Chapter 106
Kieran's POV
I made it three blocks before I had to stop walking. My hands were shaking so badly I couldn't get them to stay in my pockets, and my chest felt tight like someone had wrapped chains around my ribs and was pulling them tighter with every breath.
She'd been right there. Twenty feet away, standing on those marble steps in that blue dress that probably cost more than my family paid in rent for two months, and I'd run like a coward.
Again.
I leaned against a brick wall in some alley off Mass Ave and pressed the heels of my palms against my eyes. The drizzle had been steady when I left Symphony Hall, cold droplets soaking through my shirt, but I barely felt it. All I could feel was the ghost of her mouth on mine from a week ago, the memory of her hands fisting in my shirt, the sound she'd made when I'd finally stopped being careful.
I'd spent seven days trying to forget that sound. Trying to convince myself that kissing her had been the worst mistake I could have made, that I'd scared her, that she'd run from me because she'd finally seen what I really was underneath all the careful control.
But then I'd stood outside Symphony Hall and watched her play through the glass doors, and nothing about her had looked scared. She'd looked furious and heartbroken and so goddamn beautiful it had physically hurt to see her. Like she was angry at the piano, at the music, at me for not being there the way she'd asked.
The way I'd promised and then failed to deliver on because I was exactly the coward she'd called me.
My phone buzzed. Logan, asking where I was. I'd told him I had to tutor Coach's nephew this afternoon, another lie to add to the growing pile.

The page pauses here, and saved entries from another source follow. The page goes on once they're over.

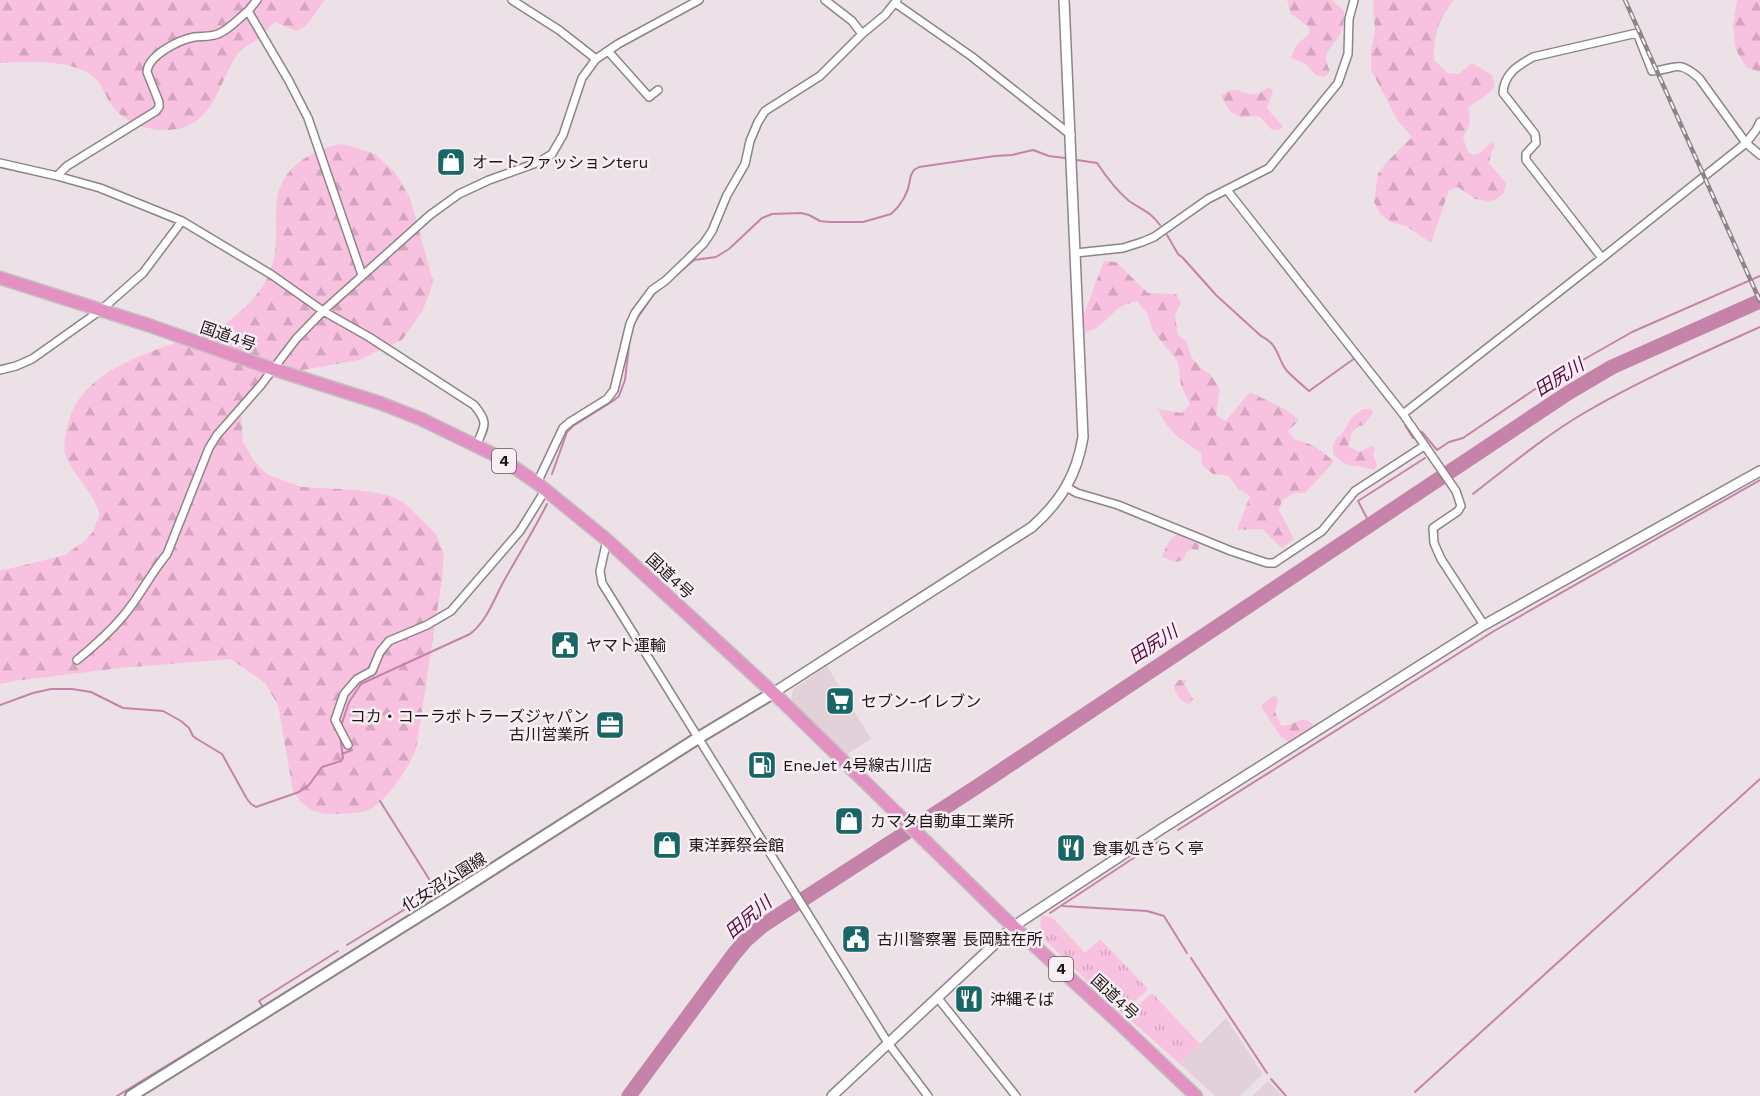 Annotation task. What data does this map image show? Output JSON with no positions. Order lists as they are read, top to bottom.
{
  "streets": {
    "highway": ["国道4号", "4"],
    "main road": ["化女沼公園線"]
  },
  "crossings": [
    ["国道4号", "化女沼公園線"]
  ],
  "water": ["田尻川"],
  "places": {
    "shop": ["オートファッションteru", "カマタ自動車工業所", "東洋葬祭会館"],
    "public building": ["ヤマト運輸", "古川警察署 長岡駐在所"],
    "supermarket": ["セブン-イレブン"],
    "office": ["コカ・コーラボトラーズジャパン 古川営業所"],
    "fuel station": ["EneJet 4号線古川店"],
    "restaurant": ["食事処きらく亭", "沖縄そば"]
  }
}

The tutoring gig was real—fifty dollars an hour to teach physics to an eighth-grader who'd rather be playing video games—but the session wasn't until tomorrow.

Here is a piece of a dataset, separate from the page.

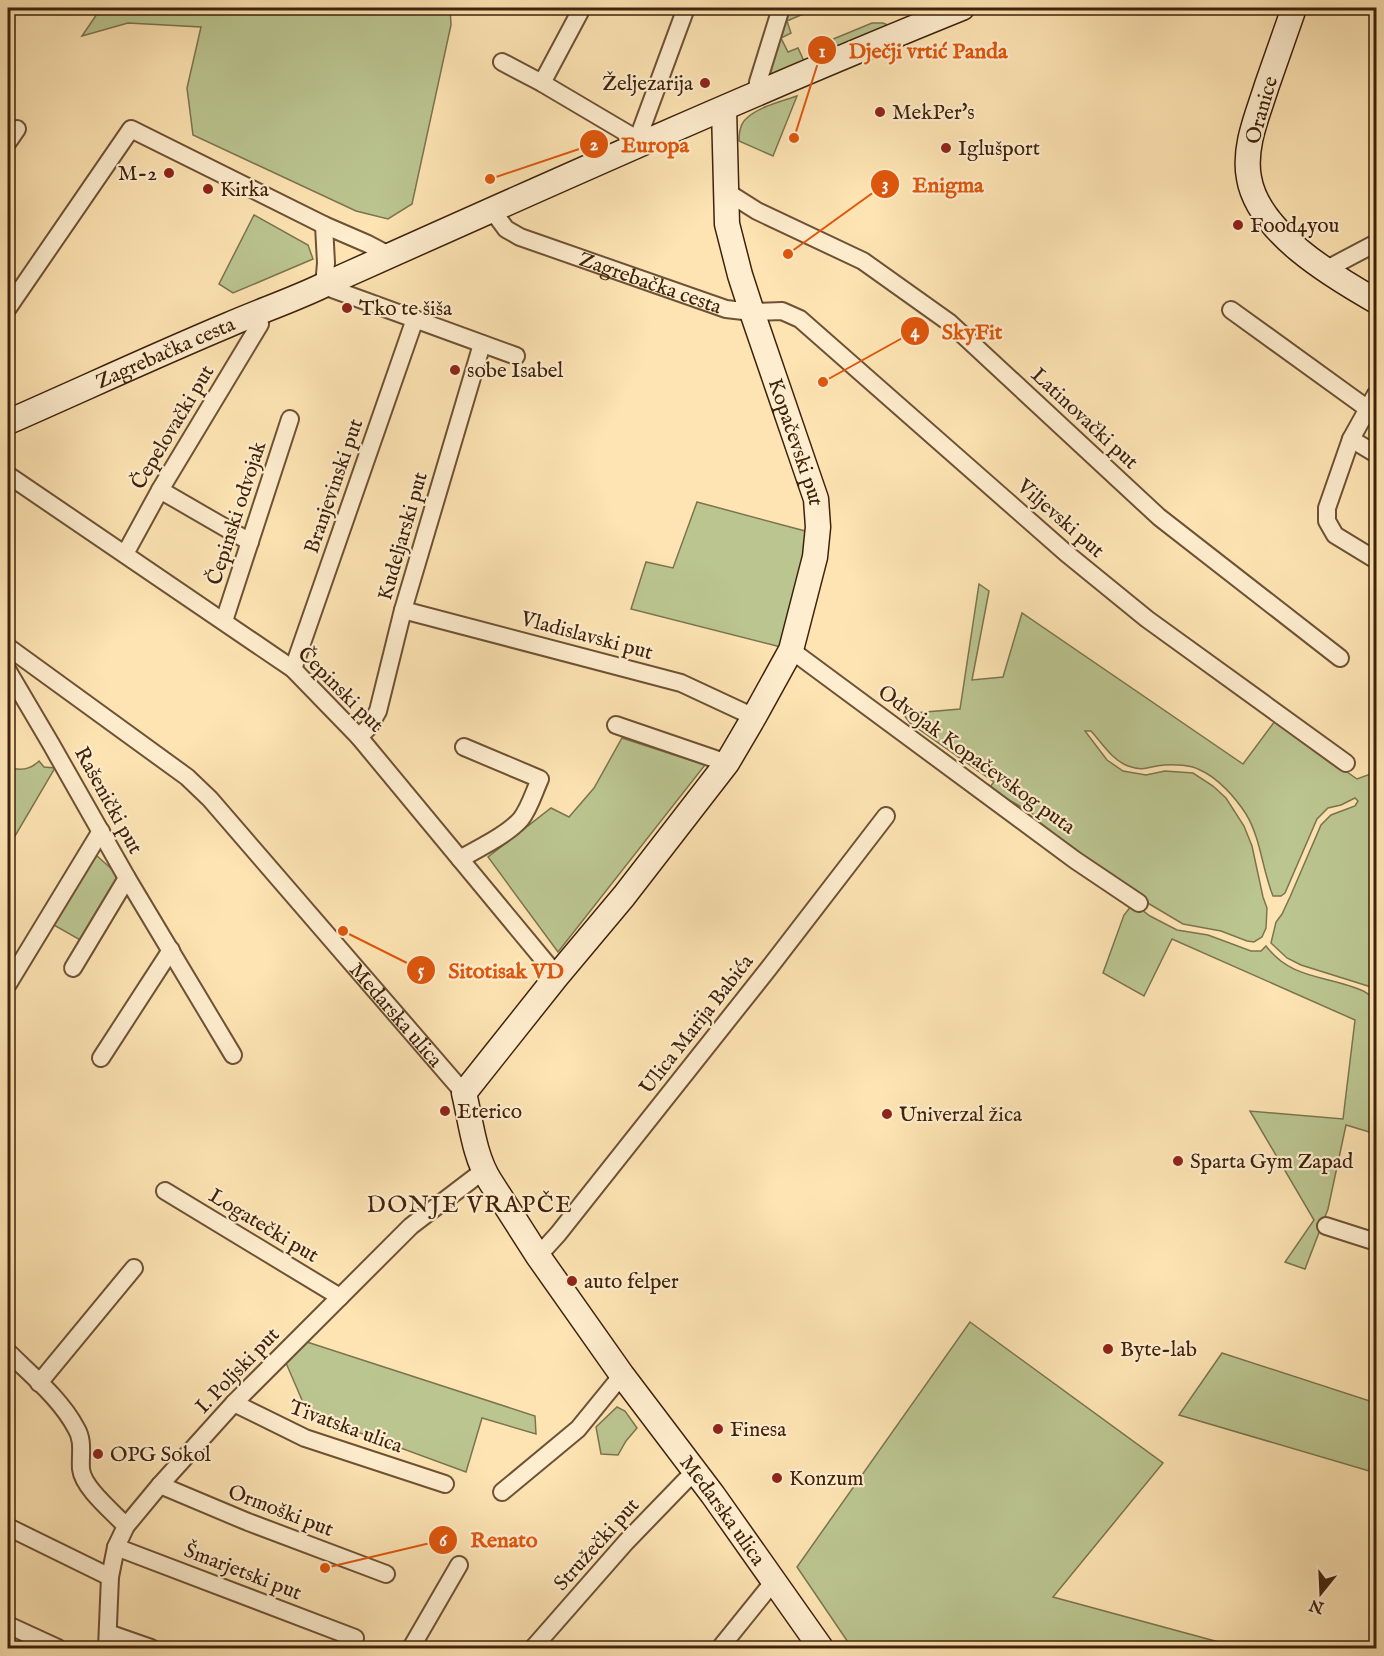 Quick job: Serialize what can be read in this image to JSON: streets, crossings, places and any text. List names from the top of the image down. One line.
{"streets":{"street":["Oranice","Zagrebačka cesta","Latinovački put","Čepelovački put","Kopačevski put","Branjevinski put","Čepinski odvojak","Viljevski put","Kudeljarski put","Vladislavski put","Čepinski put","Odvojak Kopačevskog puta","Rašenički put","Medarska ulica","Ulica Marija Babića","Logatečki put","I. Poljski put","Tivatska ulica","Ormoški put","Stružečki put","Šmarjetski put"]},"crossings":[["Zagrebačka cesta","Kopačevski put"],["Zagrebačka cesta","Viljevski put"],["Latinovački put","Kopačevski put"],["Čepelovački put","Čepinski put"],["Kopačevski put","Viljevski put"],["Kopačevski put","Vladislavski put"],["Kopačevski put","Čepinski put"],["Kopačevski put","Odvojak Kopačevskog puta"],["Kopačevski put","Medarska ulica"],["Branjevinski put","Čepinski put"],["Čepinski odvojak","Čepinski put"],["Kudeljarski put","Vladislavski put"],["Kudeljarski put","Čepinski put"],["Medarska ulica","Ulica Marija Babića"],["Medarska ulica","I. Poljski put"],["Medarska ulica","Stružečki put"],["Logatečki put","I. Poljski put"],["I. Poljski put","Tivatska ulica"],["I. Poljski put","Ormoški put"],["I. Poljski put","Šmarjetski put"]],"districts":["DONJE VRAPČE"],"places":["Željezarija","MekPer's","Dječji vrtić Panda","Iglušport","M-2","Europa","Kirka","Food4you","Enigma","Tko te šiša","sobe Isabel","SkyFit","Sitotisak VD","Eterico","Univerzal žica","Sparta Gym Zapad","auto felper","Byte-lab","Finesa","OPG Sokol","Konzum","Renato"],"north":"bottom"}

I'd spent the afternoon at Symphony Hall instead. Arrived early enough to see her walk in with Mia, both of them laughing about something. Watched her sign in at the front desk, saw her hands shaking as she wrote her name. Stood in the hallway outside the performance space and listened to her play Rachmaninoff like she was trying to break something open inside herself.

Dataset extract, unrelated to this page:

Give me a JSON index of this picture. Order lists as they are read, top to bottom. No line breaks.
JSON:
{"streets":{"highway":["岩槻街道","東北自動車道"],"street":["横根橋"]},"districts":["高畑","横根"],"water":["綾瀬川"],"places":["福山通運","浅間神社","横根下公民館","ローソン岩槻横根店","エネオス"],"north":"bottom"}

She'd been extraordinary. Not just technically perfect, though she was that too. But the way she'd poured everything into the music—all that anger and wanting and pain I'd caused—it had been like watching someone bleed onto the keys and somehow make it beautiful.
I'd wanted to go to her afterward. Wanted to walk through those doors and tell her she'd been incredible, that I was sorry, that I'd been an idiot for avoiding her all week. But then I'd seen the other families gathering, the parents with their expensive cameras and proud smiles, and I'd looked down at my faded jeans and water-stained jacket, at the cheap flowers wrapped in paper that was already starting to wilt from the moisture.
I didn't belong there. In that world of marble floors and designer dresses and people who could afford to send their daughters to private music lessons and buy them grand pianos. I didn't belong anywhere near her.
So I'd left the flowers—which had cost almost everything I'd made from two weeks of tutoring—and run before anyone could see me and ask questions I didn't know how to answer.
The rain had tapered off to a fine mist by the time I reached the river, barely more than dampness in the air that clung to my skin and hair. I should go home. Should check on Lily, make sure Mom wasn't having one of her bad days, maybe try to get some studying done for the physics exam on Tuesday.
But my feet carried me in the opposite direction instead, toward the water. Toward the spot where I'd sat with Summer a few weeks ago and let her feed me dinner like I was something worth taking care of. Where I'd lost my mind and tasted her skin and scared us both with how much I wanted her.
The bench was empty when I got there, the river dark and choppy under the gray sky. I sat down and stared at the water, at my reflection fractured and distorted by the ripples, and tried to figure out what the hell I was doing.
The flowers had been stupid. Reckless. They'd cost money I couldn't afford to spend, money that should have gone toward Lily's speech therapy or Mom's medication or the electric bill that was already two weeks overdue. But I'd walked past that flower shop on Newbury Street and seen them in the window—those ridiculous hydrangeas with their gradient of pink and purple, clustered together like they were trying to hold onto summer even though winter was coming—and I'd thought of her.
Summer. With her bright laugh and her fierce loyalty and the way she looked at me like I was worth something more than the sum of my mistakes.
The saleswoman had tried to tell me they were too expensive, had suggested cheaper alternatives, but I'd insisted. Had counted out the bills from my wallet while she wrapped them in paper, had written that stupid card because I didn't know what else to say, had carried them to Symphony Hall like an offering to someone I had no right to worship.
And then I'd left them there and run away like the coward I was.